● **Task item**
Sift the listing for lines that hold the string "MONGOL" and pull them out.

● **Data extracts**
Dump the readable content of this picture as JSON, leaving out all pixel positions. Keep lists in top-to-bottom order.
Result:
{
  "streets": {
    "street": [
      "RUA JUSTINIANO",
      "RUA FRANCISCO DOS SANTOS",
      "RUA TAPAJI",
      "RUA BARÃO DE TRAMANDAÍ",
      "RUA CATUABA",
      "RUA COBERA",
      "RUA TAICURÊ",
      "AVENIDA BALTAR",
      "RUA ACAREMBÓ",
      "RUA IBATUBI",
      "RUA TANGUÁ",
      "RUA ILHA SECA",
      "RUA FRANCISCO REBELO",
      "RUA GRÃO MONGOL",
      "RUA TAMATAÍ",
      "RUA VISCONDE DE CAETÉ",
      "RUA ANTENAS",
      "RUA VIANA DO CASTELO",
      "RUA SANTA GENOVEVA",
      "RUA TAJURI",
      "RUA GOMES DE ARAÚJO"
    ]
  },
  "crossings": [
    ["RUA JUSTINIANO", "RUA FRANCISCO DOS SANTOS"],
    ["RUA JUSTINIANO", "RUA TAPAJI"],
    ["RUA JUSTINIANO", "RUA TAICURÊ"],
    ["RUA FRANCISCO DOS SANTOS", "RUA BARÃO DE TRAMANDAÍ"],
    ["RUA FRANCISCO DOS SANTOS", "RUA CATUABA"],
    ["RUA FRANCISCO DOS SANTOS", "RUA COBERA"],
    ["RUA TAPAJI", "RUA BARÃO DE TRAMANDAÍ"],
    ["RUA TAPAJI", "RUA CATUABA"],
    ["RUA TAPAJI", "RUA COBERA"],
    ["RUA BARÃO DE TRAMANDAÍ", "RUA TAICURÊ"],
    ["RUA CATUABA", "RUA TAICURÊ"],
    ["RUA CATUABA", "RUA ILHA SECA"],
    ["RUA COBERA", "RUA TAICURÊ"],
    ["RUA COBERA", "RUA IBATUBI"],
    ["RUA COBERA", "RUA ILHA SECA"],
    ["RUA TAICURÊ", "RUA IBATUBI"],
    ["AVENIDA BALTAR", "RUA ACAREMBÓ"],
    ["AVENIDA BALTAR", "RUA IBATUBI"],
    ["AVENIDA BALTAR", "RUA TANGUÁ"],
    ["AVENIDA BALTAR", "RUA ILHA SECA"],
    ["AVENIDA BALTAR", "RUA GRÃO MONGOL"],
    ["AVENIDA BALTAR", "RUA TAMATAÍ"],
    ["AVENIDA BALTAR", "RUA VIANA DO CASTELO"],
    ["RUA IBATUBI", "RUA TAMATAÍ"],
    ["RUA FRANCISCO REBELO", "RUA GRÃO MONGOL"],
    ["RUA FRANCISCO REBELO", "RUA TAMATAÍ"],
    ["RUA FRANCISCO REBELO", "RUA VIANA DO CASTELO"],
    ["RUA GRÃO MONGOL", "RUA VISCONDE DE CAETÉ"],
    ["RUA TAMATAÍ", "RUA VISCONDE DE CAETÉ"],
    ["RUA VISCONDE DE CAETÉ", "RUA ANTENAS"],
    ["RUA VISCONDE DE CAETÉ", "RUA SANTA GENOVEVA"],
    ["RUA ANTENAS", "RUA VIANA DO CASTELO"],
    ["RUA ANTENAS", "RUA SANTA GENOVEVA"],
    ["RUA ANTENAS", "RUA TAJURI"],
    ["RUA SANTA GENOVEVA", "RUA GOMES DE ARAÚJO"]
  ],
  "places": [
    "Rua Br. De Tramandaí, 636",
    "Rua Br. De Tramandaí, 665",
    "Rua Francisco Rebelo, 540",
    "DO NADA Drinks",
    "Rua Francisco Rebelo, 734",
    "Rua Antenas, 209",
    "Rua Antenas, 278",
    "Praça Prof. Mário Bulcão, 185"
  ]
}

● **Answer below**
      "RUA GRÃO MONGOL",
    ["AVENIDA BALTAR", "RUA GRÃO MONGOL"],
    ["RUA FRANCISCO REBELO", "RUA GRÃO MONGOL"],
    ["RUA GRÃO MONGOL", "RUA VISCONDE DE CAETÉ"],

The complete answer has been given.